## Task item
Where a line holds the word "played", copy it from the records.

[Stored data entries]
____________________

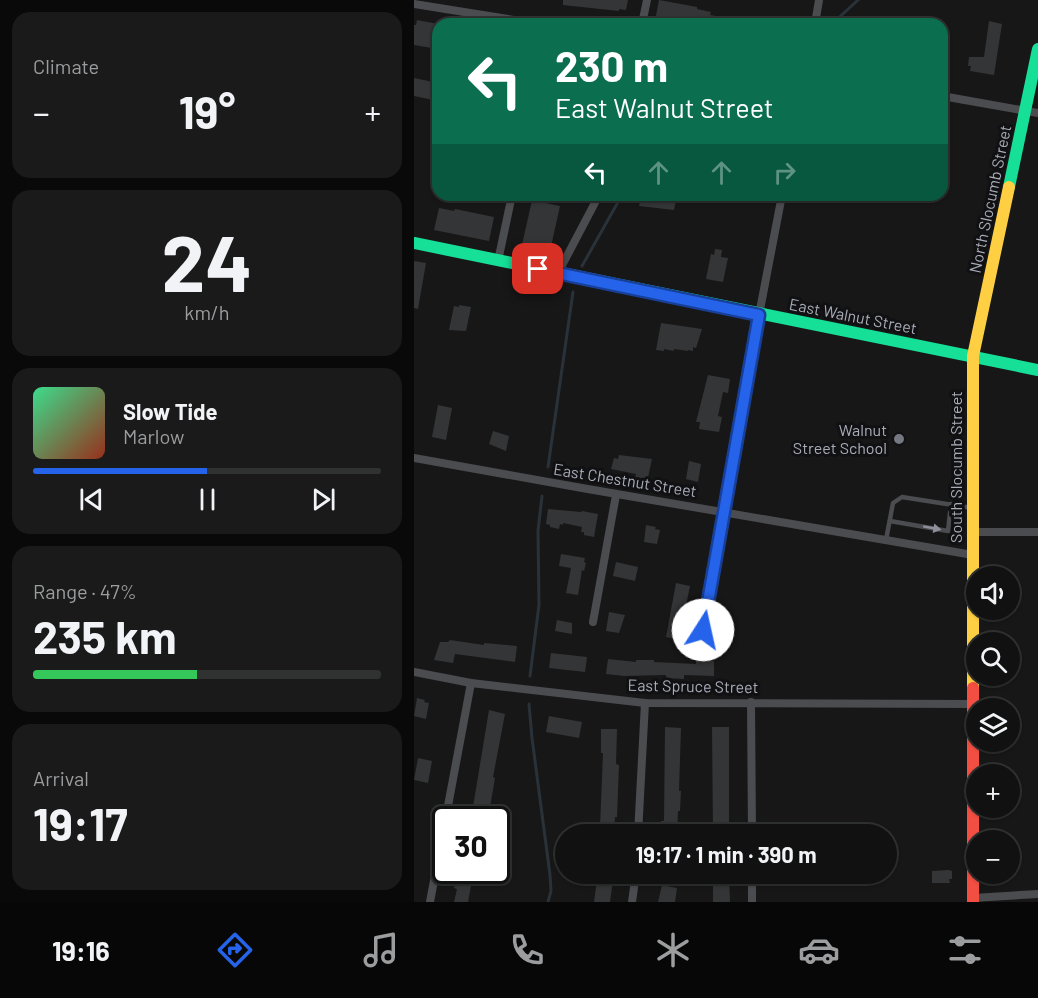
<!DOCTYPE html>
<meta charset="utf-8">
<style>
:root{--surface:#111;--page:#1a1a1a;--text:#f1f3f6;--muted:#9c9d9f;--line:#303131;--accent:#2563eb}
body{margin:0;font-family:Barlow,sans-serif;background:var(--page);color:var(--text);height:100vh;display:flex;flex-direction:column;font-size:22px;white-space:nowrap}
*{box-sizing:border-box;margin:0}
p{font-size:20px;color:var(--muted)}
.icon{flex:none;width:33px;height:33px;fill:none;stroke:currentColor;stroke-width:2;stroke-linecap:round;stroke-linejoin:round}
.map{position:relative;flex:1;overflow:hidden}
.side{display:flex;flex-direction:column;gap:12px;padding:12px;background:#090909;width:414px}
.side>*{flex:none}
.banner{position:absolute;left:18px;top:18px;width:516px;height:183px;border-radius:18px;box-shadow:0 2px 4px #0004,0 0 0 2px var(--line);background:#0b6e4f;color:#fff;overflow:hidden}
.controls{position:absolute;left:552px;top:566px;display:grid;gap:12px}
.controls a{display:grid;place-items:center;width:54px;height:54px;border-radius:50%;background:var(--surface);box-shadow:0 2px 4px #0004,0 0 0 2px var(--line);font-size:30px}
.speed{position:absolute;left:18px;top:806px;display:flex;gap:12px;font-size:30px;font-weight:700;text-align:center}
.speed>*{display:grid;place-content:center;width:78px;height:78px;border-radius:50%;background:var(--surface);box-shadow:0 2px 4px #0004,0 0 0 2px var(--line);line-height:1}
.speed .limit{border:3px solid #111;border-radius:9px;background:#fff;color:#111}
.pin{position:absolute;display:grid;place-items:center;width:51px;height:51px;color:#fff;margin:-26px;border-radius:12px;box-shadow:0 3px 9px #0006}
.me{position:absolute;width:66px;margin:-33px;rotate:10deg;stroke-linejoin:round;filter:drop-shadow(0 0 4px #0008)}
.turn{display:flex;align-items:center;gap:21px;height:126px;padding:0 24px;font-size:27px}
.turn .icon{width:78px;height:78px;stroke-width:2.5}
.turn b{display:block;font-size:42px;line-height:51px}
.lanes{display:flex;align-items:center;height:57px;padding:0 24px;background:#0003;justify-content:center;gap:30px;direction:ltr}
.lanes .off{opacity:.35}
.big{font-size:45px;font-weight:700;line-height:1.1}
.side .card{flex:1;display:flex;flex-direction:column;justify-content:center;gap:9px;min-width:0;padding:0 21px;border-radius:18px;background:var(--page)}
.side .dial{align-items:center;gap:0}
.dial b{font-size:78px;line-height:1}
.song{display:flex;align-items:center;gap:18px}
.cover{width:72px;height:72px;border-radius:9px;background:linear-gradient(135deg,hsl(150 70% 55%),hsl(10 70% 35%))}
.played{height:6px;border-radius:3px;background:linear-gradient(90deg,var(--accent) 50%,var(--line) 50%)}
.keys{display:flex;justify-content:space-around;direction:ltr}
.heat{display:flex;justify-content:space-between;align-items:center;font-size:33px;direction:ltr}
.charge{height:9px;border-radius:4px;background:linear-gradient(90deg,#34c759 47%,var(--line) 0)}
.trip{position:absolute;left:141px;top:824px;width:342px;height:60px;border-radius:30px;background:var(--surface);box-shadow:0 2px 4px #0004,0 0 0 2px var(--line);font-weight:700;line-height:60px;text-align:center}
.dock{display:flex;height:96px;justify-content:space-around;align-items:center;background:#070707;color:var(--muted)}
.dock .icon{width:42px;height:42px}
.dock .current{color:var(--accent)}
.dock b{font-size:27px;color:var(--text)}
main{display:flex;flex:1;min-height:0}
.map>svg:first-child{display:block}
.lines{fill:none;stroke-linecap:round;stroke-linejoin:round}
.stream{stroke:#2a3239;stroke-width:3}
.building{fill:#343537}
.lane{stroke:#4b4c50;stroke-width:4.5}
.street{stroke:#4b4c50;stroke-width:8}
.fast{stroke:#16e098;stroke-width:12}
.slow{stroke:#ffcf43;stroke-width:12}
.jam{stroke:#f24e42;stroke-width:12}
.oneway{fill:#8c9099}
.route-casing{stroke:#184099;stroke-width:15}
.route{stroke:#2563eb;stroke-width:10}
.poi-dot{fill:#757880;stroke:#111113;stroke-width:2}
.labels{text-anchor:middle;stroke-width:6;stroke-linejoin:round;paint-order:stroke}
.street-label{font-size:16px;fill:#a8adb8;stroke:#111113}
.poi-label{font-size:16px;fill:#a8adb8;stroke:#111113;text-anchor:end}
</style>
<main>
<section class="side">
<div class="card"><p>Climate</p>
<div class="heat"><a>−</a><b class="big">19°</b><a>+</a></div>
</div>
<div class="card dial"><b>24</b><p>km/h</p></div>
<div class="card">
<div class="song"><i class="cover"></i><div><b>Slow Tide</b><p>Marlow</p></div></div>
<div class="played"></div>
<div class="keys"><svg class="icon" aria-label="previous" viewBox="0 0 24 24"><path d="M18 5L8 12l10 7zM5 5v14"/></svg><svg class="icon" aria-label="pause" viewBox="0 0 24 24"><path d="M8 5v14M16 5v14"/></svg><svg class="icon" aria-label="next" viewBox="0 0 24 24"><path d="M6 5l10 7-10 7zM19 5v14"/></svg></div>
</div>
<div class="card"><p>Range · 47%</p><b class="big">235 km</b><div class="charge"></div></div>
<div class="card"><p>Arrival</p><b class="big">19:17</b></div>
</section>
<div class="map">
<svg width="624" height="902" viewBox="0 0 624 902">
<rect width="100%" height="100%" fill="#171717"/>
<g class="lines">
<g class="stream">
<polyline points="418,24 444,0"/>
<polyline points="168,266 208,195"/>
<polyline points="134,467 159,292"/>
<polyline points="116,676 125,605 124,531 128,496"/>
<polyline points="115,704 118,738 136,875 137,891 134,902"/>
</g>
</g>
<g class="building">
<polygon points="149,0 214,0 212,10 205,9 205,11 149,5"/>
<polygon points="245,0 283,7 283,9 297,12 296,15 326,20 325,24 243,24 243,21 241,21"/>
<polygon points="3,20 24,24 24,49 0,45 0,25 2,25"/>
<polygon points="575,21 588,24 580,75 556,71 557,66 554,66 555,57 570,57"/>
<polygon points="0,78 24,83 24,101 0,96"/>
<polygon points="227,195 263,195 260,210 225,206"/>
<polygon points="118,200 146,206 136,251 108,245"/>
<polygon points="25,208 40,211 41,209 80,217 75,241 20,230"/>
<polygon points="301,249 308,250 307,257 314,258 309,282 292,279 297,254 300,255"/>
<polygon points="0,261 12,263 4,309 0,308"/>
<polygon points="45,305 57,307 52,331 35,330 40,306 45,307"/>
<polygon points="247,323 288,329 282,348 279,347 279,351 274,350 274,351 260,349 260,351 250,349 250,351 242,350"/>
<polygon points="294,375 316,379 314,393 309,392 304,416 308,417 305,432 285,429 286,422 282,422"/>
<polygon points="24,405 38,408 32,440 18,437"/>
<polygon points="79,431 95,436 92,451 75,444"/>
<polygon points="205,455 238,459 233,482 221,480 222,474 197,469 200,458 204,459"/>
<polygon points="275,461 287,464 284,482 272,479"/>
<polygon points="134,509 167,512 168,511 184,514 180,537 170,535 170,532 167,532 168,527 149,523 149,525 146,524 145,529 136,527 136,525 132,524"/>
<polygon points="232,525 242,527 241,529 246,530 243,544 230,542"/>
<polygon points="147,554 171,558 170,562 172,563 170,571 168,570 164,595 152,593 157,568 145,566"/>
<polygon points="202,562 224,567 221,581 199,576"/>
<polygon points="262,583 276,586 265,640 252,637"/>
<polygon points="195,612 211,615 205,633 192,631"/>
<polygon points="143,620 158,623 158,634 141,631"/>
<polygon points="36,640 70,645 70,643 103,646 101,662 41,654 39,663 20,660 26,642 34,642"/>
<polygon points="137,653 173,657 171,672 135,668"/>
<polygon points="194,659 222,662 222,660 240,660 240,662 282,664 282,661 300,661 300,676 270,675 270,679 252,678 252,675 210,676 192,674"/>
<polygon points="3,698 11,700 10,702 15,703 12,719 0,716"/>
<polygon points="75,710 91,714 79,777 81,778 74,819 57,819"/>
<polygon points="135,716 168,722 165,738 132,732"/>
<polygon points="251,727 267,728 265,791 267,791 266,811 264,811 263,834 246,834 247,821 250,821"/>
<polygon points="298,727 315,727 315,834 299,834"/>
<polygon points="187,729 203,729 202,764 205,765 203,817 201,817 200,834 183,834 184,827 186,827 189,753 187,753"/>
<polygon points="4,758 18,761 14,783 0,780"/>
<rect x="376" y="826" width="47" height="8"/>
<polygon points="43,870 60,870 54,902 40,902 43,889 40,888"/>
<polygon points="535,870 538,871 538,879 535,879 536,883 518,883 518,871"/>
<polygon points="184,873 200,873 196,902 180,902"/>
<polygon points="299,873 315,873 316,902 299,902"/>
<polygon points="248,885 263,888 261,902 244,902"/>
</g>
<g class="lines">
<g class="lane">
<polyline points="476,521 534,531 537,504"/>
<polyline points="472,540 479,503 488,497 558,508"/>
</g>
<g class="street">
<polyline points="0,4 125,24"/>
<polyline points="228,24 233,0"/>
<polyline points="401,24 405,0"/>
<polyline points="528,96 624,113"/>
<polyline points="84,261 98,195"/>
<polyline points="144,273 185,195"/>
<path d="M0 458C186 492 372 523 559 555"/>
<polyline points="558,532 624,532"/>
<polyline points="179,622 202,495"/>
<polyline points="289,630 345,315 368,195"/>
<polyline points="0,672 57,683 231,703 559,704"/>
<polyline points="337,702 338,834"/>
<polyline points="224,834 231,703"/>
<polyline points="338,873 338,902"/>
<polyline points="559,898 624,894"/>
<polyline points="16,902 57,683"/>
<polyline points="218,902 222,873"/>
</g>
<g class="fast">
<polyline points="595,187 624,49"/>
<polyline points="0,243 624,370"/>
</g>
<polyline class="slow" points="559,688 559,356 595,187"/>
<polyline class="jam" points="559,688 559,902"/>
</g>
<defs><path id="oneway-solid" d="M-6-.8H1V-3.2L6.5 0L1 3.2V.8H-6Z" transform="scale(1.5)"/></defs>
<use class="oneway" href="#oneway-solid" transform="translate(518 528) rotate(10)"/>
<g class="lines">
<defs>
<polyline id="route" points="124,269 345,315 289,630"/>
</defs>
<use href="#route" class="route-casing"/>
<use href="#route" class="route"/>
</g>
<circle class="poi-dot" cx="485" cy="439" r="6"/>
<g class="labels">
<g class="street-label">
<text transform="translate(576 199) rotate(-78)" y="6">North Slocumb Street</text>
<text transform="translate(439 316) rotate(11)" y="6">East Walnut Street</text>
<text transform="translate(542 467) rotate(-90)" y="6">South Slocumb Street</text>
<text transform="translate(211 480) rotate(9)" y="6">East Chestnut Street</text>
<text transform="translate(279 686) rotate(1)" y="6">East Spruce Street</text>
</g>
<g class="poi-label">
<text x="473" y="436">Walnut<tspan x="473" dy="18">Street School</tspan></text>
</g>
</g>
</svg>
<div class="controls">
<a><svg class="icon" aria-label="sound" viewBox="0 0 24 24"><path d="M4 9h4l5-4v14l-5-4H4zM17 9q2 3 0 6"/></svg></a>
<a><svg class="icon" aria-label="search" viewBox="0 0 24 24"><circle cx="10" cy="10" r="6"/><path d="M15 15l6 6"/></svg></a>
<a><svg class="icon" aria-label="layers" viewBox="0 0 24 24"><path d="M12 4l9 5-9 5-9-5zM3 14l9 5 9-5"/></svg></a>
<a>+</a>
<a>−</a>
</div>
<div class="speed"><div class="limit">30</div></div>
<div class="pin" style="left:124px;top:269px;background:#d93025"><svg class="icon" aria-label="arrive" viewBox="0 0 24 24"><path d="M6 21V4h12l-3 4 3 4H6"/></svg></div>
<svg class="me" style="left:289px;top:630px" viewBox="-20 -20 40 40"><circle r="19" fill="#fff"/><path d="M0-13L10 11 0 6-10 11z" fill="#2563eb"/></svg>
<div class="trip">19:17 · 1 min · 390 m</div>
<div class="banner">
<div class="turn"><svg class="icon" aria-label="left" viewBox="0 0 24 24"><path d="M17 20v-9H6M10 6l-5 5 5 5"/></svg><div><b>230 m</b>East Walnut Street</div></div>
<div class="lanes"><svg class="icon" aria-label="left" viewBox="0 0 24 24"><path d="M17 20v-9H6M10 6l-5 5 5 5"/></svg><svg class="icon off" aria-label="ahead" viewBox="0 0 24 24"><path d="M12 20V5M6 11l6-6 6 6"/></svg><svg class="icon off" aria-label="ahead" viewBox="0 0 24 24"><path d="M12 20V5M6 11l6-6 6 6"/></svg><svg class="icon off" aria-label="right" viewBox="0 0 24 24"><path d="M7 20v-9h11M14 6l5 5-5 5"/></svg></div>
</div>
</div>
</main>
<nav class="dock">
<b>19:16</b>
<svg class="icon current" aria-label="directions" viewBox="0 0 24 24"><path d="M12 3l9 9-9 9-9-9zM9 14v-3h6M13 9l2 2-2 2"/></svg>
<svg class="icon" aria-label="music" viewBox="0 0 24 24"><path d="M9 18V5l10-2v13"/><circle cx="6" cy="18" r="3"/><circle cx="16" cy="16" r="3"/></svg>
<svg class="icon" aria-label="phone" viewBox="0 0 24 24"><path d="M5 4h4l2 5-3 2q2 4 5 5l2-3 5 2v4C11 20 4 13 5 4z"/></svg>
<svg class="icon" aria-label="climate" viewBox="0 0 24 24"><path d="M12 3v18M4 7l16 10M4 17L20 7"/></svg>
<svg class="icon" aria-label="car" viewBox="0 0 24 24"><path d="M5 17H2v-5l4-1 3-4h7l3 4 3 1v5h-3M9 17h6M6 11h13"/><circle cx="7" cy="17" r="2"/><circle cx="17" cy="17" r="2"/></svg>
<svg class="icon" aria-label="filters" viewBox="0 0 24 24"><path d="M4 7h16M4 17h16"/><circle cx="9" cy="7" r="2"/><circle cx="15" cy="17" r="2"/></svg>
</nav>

____________________

## Completed task
.played{height:6px;border-radius:3px;background:linear-gradient(90deg,var(--accent) 50%,var(--line) 50%)}
<div class="played"></div>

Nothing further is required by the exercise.